Data provided:

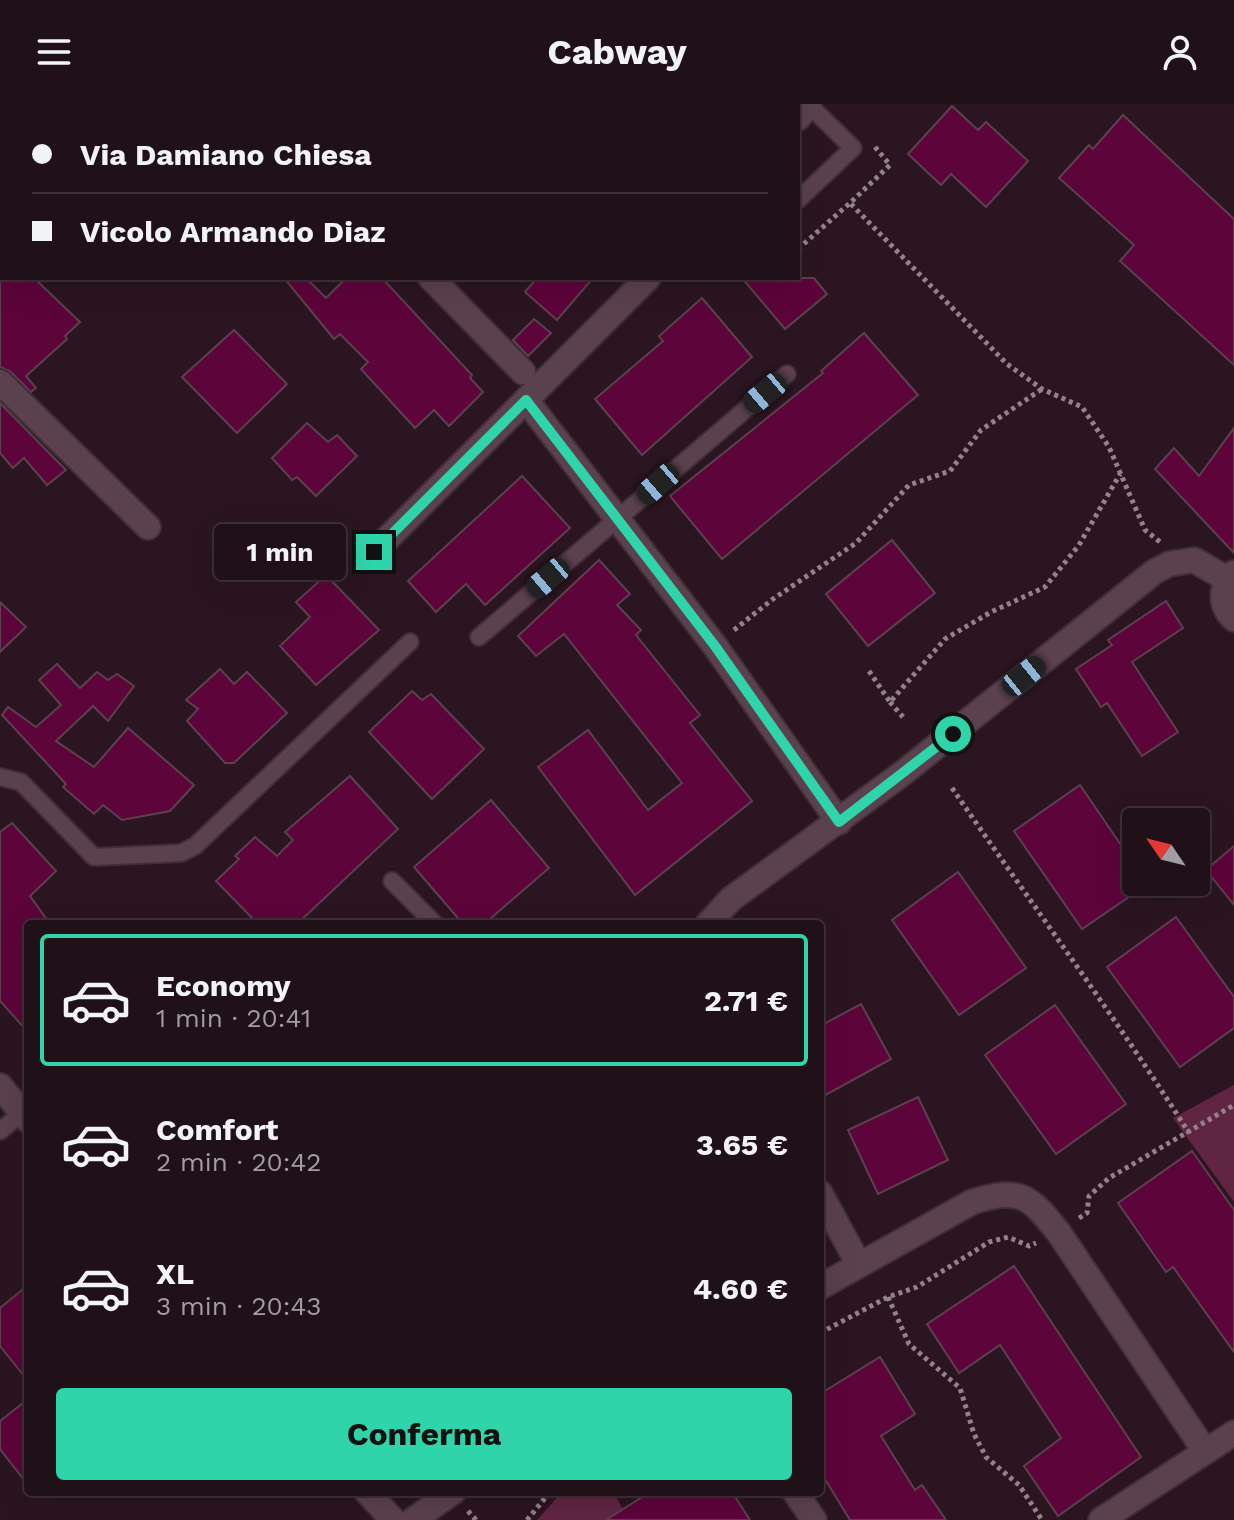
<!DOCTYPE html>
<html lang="it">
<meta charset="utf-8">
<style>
:root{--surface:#201018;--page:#2d1e25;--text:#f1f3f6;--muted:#a29da2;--line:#3d3037;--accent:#2fd4aa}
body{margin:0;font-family:"Work Sans",sans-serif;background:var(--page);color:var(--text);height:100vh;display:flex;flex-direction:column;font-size:30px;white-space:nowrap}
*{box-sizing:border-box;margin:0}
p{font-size:26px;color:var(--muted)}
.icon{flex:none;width:44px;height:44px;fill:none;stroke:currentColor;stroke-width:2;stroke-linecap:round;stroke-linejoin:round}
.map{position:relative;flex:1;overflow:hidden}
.details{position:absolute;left:24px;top:816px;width:800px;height:576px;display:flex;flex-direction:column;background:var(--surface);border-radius:8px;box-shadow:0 8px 32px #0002,0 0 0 2px var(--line)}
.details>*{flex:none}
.hud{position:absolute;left:0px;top:0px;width:800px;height:176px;box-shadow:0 8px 32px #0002,0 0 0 2px var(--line);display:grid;align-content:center;height:176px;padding:0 32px;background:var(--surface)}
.needle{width:52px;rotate:305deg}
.fabs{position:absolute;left:1122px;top:704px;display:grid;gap:16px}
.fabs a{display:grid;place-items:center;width:88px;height:88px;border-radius:8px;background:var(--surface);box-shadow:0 8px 32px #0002,0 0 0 2px var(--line);font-size:40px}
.end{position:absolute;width:36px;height:36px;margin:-18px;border:10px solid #2fd4aa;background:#111;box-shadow:0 0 0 4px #111}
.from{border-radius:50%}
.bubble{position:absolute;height:56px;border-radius:8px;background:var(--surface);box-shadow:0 8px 32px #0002,0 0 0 2px var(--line);font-size:26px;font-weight:700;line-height:56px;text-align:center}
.car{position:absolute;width:24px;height:48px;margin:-24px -12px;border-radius:10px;box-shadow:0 0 6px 2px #0007;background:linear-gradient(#222 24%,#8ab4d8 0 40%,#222 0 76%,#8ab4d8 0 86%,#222 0)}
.hud b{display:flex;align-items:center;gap:28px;height:76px;font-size:30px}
.hud b+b{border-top:2px solid var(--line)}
.hud i{width:20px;height:20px;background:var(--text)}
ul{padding:14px 0 0;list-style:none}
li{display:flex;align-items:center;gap:24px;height:132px;margin:0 16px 12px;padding:0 16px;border:4px solid transparent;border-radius:8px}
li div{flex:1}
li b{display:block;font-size:30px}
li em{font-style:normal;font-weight:700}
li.current{border-color:var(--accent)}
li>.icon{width:72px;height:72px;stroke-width:1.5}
.button{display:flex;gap:16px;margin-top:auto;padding:16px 32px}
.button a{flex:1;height:92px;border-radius:8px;background:var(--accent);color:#111;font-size:32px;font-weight:700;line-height:92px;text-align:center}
header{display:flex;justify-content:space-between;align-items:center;height:104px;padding:0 32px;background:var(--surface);font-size:36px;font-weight:700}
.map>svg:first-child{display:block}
.green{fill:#612544}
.building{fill:#5d043b;stroke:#5b414d;stroke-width:2}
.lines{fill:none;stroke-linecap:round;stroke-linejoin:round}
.lane-casing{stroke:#402f36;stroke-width:20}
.street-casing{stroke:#402f36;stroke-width:28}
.path{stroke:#94828a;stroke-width:5;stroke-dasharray:4 4;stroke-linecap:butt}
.lane{stroke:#5b414d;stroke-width:16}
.street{stroke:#5b414d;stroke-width:24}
.route{stroke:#2fd4aa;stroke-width:10}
</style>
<header><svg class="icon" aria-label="menu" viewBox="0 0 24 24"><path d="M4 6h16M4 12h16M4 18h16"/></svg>Cabway<svg class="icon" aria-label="person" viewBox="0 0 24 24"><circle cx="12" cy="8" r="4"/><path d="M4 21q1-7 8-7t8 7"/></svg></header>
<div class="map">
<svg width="1234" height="1416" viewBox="0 0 1234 1416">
<rect width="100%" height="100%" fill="#2b1520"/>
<!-- green -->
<g class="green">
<path d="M 1234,981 L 1234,1098 L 1173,1014 Z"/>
<path d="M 562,1388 L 614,1388 L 628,1416 L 537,1416 Z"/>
</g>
<!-- building -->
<g class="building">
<path d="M 952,2 L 978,26 L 986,18 L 1028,57 L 986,103 L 951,70 L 941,81 L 908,50 Z"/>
<path d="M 1123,11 L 1234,115 L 1234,261 L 1120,157 L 1134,141 L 1059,74 L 1089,41 L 1093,45 Z"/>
<path d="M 0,174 L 34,174 L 80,218 L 65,232 L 67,235 L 26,272 L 36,284 L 31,288 L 10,267 L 0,263 Z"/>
<path d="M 284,174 L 306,174 L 326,194 L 346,174 L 382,174 L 472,271 L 470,274 L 483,288 L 449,322 L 434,306 L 415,324 L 361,265 L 368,258 L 340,230 L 334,235 Z"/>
<path d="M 537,174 L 593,174 L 557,216 L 525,188 Z"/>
<path d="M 742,174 L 814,174 L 827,190 L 785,225 Z"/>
<path d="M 702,194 L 752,253 L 642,351 L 595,295 L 663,237 L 659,232 Z"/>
<path d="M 534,215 L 551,229 L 528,252 L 513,236 Z"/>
<path d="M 234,226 L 287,280 L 237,329 L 182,273 Z"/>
<path d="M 864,229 L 918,291 L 722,455 L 670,392 L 823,269 L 821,267 Z"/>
<path d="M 0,299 L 66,366 L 47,381 L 24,354 L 13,364 L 0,349 Z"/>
<path d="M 307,319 L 328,338 L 337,331 L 357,352 L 316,392 L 297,373 L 292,376 L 272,354 Z"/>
<path d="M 1234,324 L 1234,449 L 1155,365 L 1174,344 L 1199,372 Z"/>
<path d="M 522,372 L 570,424 L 485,501 L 466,480 L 436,508 L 408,477 Z"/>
<path d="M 892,436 L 935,489 L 868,542 L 826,490 Z"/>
<path d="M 599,456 L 630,490 L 617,501 L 641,526 L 636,531 L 700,611 L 690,619 L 752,697 L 635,791 L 538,663 L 588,626 L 648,706 L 682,679 L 564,530 L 536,552 L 518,532 Z"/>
<path d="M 326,471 L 379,526 L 316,581 L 280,542 L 310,513 L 296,498 Z"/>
<path d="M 1166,497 L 1183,524 L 1132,558 L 1178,628 L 1142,652 L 1107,599 L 1101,603 L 1076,565 L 1112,541 L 1108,536 Z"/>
<path d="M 0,498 L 26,523 L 0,548 Z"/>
<path d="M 57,560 L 80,584 L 97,568 L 108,576 L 117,570 L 134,582 L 108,617 L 93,602 L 56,637 L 94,663 L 128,624 L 194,681 L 170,707 L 122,716 L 103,701 L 94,710 L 63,683 L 66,680 L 2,611 L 8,603 L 36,623 L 61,601 L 39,576 Z"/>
<path d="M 220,565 L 234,580 L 247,568 L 287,609 L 234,659 L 225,659 L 187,617 L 198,605 L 186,596 Z"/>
<path d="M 412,587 L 422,596 L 431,590 L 484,645 L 432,695 L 369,628 Z"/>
<path d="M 350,672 L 398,725 L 297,820 L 258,820 L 216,777 L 239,755 L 235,752 L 255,733 L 277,752 L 293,736 L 285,728 Z"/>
<path d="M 1080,681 L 1136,763 L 1136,788 L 1082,825 L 1014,727 Z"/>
<path d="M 491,696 L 549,764 L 484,820 L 463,820 L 414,763 Z"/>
<path d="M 12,719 L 56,767 L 30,792 L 50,820 L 28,820 L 28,928 L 0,897 L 0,728 Z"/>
<path d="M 1234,742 L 1234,801 L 1206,766 Z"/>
<path d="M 958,768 L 1026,864 L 959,911 L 892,816 Z"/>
<path d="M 1176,813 L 1234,893 L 1234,924 L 1180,963 L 1107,863 Z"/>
<path d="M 861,900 L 891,955 L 820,994 L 820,922 Z"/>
<path d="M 1055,901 L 1126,1000 L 1056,1050 L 985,951 Z"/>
<path d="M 918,993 L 948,1056 L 878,1090 L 848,1026 Z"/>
<path d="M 1192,1047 L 1234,1106 L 1234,1248 L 1173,1163 L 1166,1168 L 1118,1099 Z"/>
<path d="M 1014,1162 L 1141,1353 L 1058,1412 L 1024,1362 L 1061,1334 L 1000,1241 L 959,1269 L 927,1220 Z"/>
<path d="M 28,1181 L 28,1277 L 0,1242 L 0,1204 Z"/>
<path d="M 880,1253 L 915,1310 L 881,1332 L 915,1386 L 922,1381 L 946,1416 L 850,1416 L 820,1367 L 820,1290 Z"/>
<path d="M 28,1295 L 28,1381 L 0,1345 L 0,1317 Z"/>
<path d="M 650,1388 L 732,1388 L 750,1416 L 606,1416 Z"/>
</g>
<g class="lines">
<defs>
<g id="lane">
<path d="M 798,96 L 853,44 L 809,1"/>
<path d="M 479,533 L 787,270"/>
<path d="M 0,673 L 21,678 L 94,753 L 181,749 L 195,742 L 410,538"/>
<path d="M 392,777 L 435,820"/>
<path d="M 0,1027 L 22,1009"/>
</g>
<g id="street">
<path d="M 260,0 L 262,2"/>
<path d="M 493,0 L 495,2"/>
<path d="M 798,14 L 809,0"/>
<path d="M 431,174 L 523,268"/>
<path d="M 0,278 L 148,423"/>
<path d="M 526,296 L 715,542 L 839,718"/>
<path d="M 374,448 L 648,174"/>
<path d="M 1234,469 C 1220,483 1219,501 1234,515"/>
<path d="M 708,820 L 731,795 L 903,669 L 1154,468 L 1169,460 L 1194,456 L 1227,475"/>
<path d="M 0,982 L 28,1016"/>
<path d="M 820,1089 L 859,1161"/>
<path d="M 820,1183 L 972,1098 C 1020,1083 1029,1091 1059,1129 L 1205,1347"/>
<path d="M 367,1388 L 393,1416"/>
<path d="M 795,1388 L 814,1416"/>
<path d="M 413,1416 L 453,1388"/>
<path d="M 1101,1416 L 1234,1329"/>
</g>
</defs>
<!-- lane casing -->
<use href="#lane" class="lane-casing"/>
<!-- street casing -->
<use href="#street" class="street-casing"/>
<!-- path -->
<g class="path">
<path d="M 875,43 L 890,61 L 850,99 L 1007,260 L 1042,285 L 1082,303 L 1109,343 L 1145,426 L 1160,438"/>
<path d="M 798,145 L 850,99"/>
<path d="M 734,526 L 773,495 L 856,439 L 909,381 L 950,367 L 981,326 L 1042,285"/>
<path d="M 869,567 L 890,598 L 945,535 L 991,508 L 1045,483 L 1079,441 L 1120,370"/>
<path d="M 890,598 L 903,613"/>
<path d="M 952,684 C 1031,799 1114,911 1189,1029"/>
<path d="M 1079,1114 L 1087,1109 L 1089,1092 L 1109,1074 L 1234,1001"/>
<path d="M 888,1193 L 909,1240 L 960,1284 L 974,1330 L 986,1353 L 1019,1381 L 1042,1416"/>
<path d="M 820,1229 L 888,1193 L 917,1183 L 989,1138 L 1008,1133 L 1029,1142 L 1036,1139"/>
<path d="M 468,1407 L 476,1416"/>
<path d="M 527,1416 L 550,1388"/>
</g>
<!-- lane -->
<use href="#lane" class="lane"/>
<!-- street -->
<use href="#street" class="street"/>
</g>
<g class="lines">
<!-- route -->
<path class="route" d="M 374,448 L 526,296 L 715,542 L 839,718 L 953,630"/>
</g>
</svg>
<div class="fabs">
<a><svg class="needle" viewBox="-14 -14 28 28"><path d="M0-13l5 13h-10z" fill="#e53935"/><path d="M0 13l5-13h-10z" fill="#a29da2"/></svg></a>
</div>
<i class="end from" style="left:953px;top:630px"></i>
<i class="end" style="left:374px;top:448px"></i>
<div class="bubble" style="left:214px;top:420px;width:132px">1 min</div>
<i class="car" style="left:765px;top:289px;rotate:230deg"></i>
<i class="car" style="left:658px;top:380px;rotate:229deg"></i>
<i class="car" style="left:548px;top:474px;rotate:230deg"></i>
<i class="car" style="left:1024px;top:572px;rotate:51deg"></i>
<div class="hud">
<b><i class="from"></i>Via Damiano Chiesa</b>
<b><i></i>Vicolo Armando Diaz</b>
</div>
<section class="details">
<ul>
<li class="current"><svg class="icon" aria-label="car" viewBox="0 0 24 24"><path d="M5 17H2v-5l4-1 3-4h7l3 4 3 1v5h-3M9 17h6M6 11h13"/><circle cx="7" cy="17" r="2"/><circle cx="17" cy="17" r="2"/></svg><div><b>Economy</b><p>1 min · 20:41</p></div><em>2.71 €</em></li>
<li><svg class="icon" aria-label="car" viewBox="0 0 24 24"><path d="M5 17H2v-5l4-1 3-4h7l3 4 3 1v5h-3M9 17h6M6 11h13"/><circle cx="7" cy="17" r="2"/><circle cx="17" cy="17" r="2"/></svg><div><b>Comfort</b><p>2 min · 20:42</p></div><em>3.65 €</em></li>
<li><svg class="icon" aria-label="car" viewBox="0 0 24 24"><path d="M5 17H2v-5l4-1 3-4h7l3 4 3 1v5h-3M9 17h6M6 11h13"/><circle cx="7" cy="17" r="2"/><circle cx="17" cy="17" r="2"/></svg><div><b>XL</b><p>3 min · 20:43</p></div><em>4.60 €</em></li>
</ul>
<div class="button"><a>Conferma</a></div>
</section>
</div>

Problem to work on: Nothing but the lines holding the word "grid" should be returned from the listing above.

Output for this exercise:
.hud{position:absolute;left:0px;top:0px;width:800px;height:176px;box-shadow:0 8px 32px #0002,0 0 0 2px var(--line);display:grid;align-content:center;height:176px;padding:0 32px;background:var(--surface)}
.fabs{position:absolute;left:1122px;top:704px;display:grid;gap:16px}
.fabs a{display:grid;place-items:center;width:88px;height:88px;border-radius:8px;background:var(--surface);box-shadow:0 8px 32px #0002,0 0 0 2px var(--line);font-size:40px}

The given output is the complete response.